:: PROBLEM DETAILS ::
An exact copy of the data is required; the images should not appear in it.

:: EXTRACTED INFORMATION ::
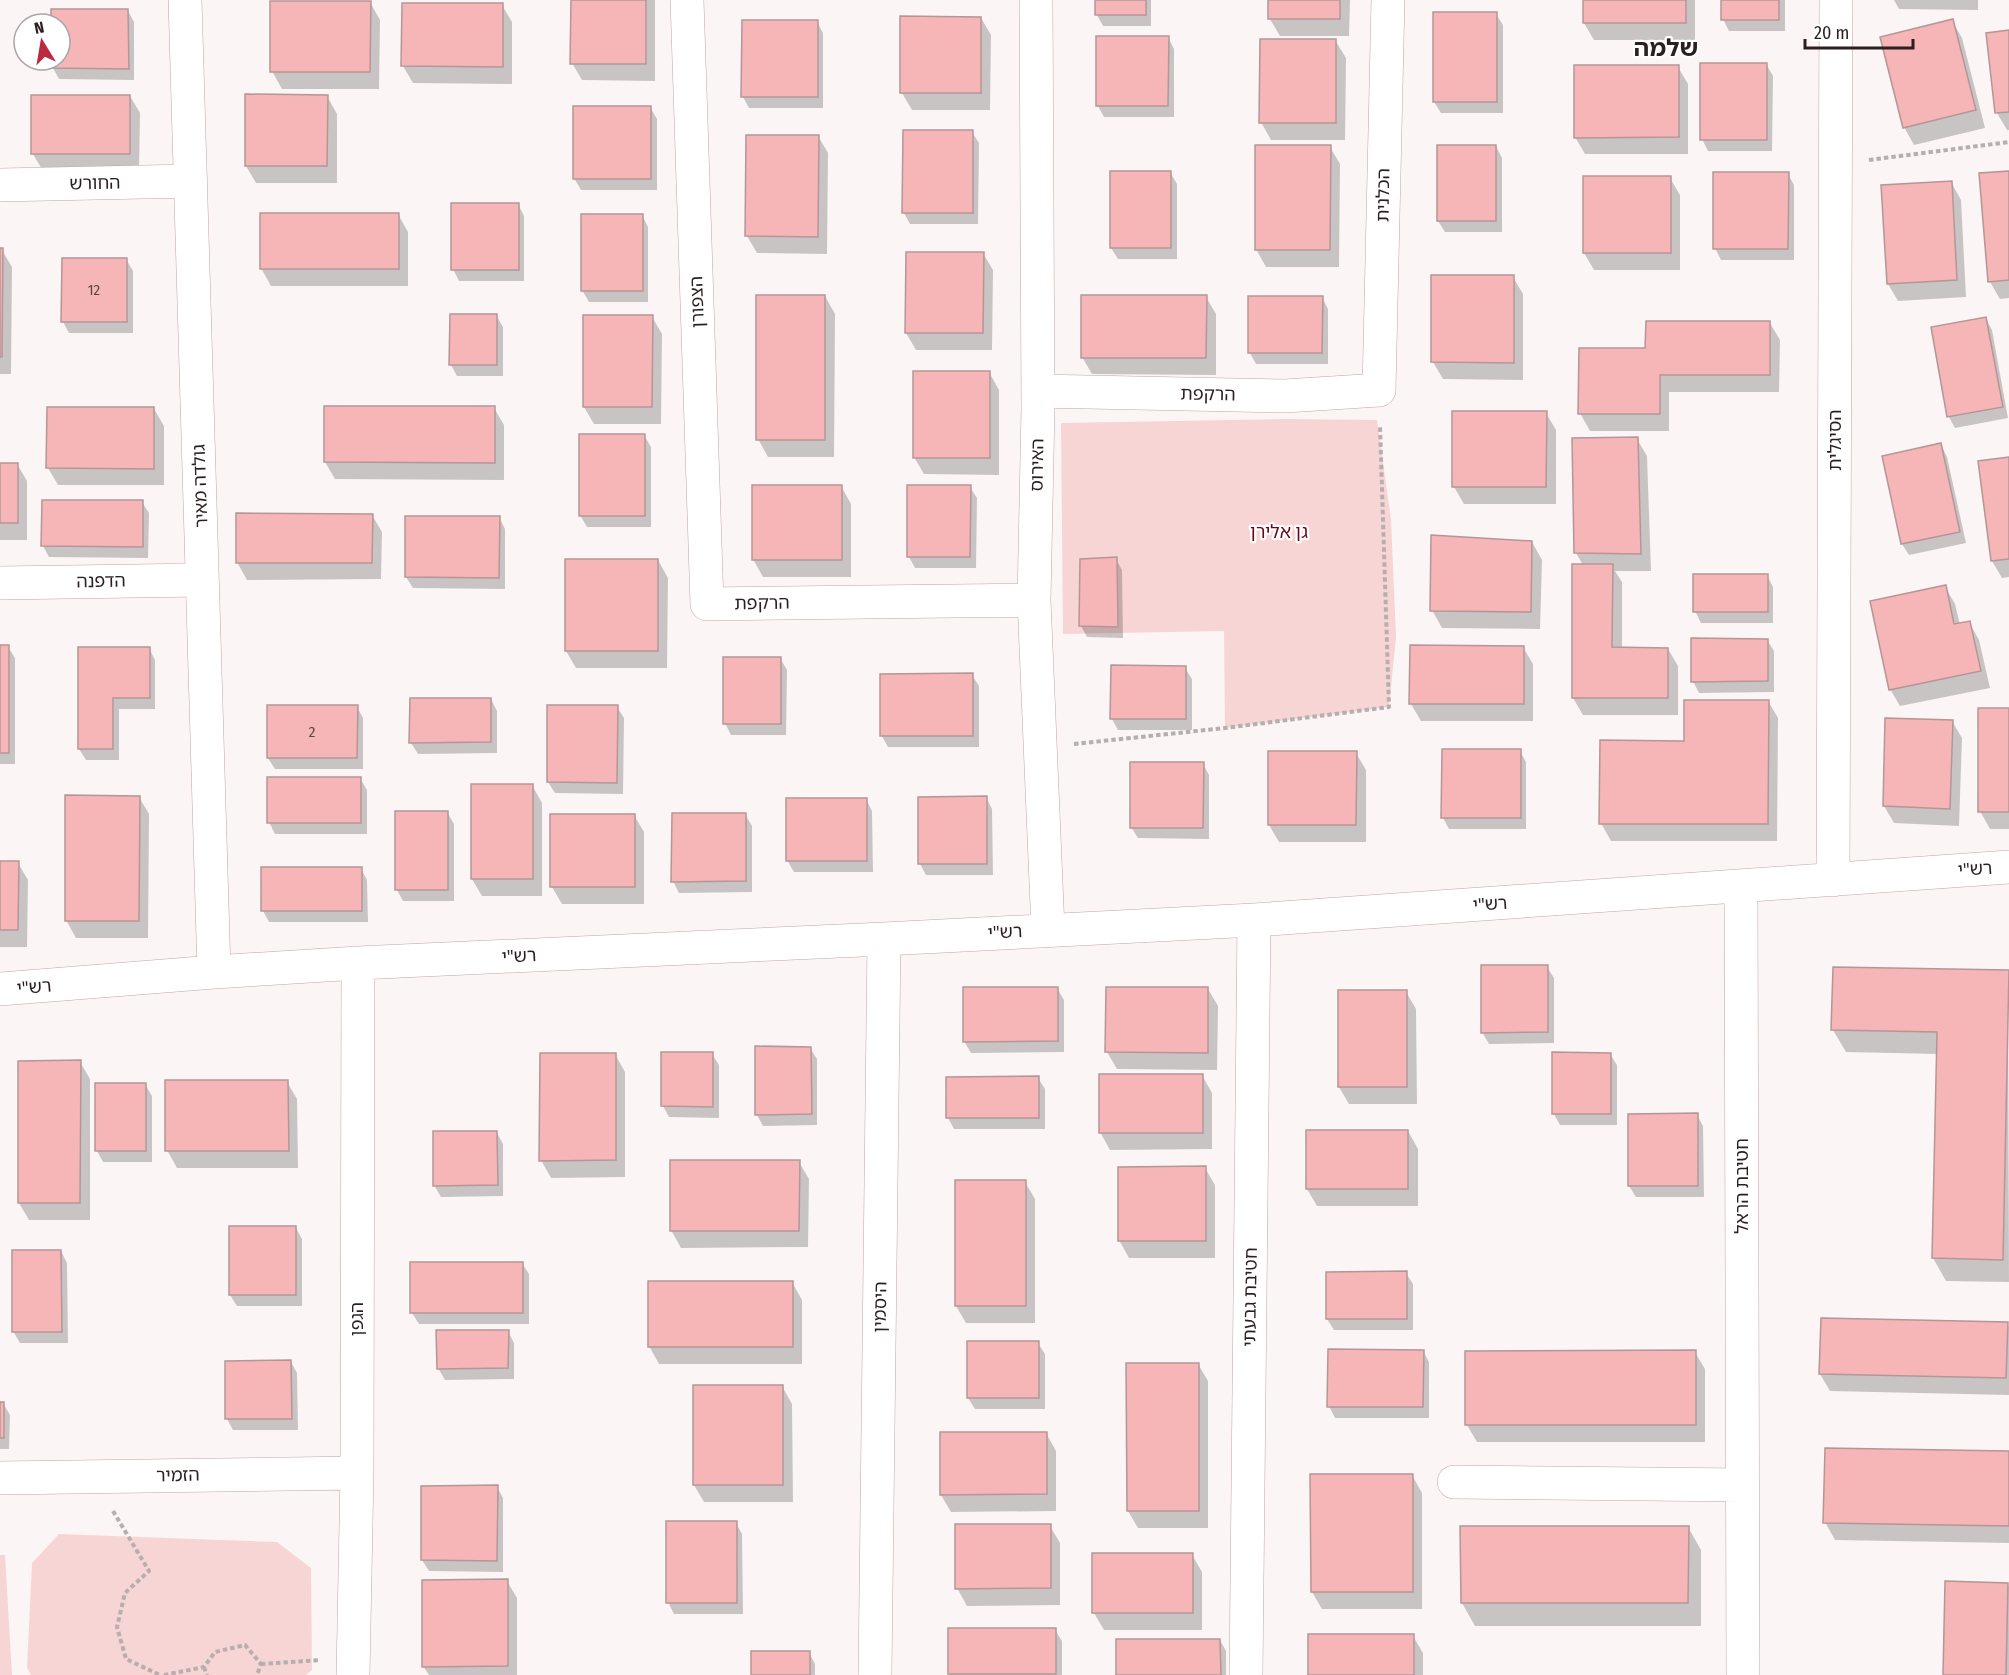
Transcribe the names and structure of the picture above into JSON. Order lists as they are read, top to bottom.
{
  "streets": {
    "street": [
      "החורש",
      "הכלנית",
      "הצפורן",
      "הרקפת",
      "הסיגלית",
      "האירוס",
      "גולדה מאיר",
      "הדפנה",
      "רש\"י",
      "חטיבת הראל",
      "חטיבת גבעתי",
      "היסמין",
      "הגפן",
      "הזמיר"
    ]
  },
  "crossings": [
    ["החורש", "גולדה מאיר"],
    ["הכלנית", "הרקפת"],
    ["הצפורן", "הרקפת"],
    ["הרקפת", "האירוס"],
    ["הסיגלית", "רש\"י"],
    ["האירוס", "רש\"י"],
    ["גולדה מאיר", "הדפנה"],
    ["גולדה מאיר", "רש\"י"],
    ["רש\"י", "חטיבת הראל"],
    ["רש\"י", "חטיבת גבעתי"],
    ["רש\"י", "היסמין"],
    ["רש\"י", "הגפן"],
    ["הגפן", "הזמיר"]
  ],
  "districts": ["שלמה"],
  "parks": ["גן אלירן"],
  "house_numbers": ["12", "2"],
  "scale_bar": "20 m",
  "north": "top"
}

:: TASK ANSWER ::
Transcribe the names and structure of the picture above into JSON. Order lists as they are read, top to bottom.
{
  "streets": {
    "street": [
      "החורש",
      "הכלנית",
      "הצפורן",
      "הרקפת",
      "הסיגלית",
      "האירוס",
      "גולדה מאיר",
      "הדפנה",
      "רש\"י",
      "חטיבת הראל",
      "חטיבת גבעתי",
      "היסמין",
      "הגפן",
      "הזמיר"
    ]
  },
  "crossings": [
    ["החורש", "גולדה מאיר"],
    ["הכלנית", "הרקפת"],
    ["הצפורן", "הרקפת"],
    ["הרקפת", "האירוס"],
    ["הסיגלית", "רש\"י"],
    ["האירוס", "רש\"י"],
    ["גולדה מאיר", "הדפנה"],
    ["גולדה מאיר", "רש\"י"],
    ["רש\"י", "חטיבת הראל"],
    ["רש\"י", "חטיבת גבעתי"],
    ["רש\"י", "היסמין"],
    ["רש\"י", "הגפן"],
    ["הגפן", "הזמיר"]
  ],
  "districts": ["שלמה"],
  "parks": ["גן אלירן"],
  "house_numbers": ["12", "2"],
  "scale_bar": "20 m",
  "north": "top"
}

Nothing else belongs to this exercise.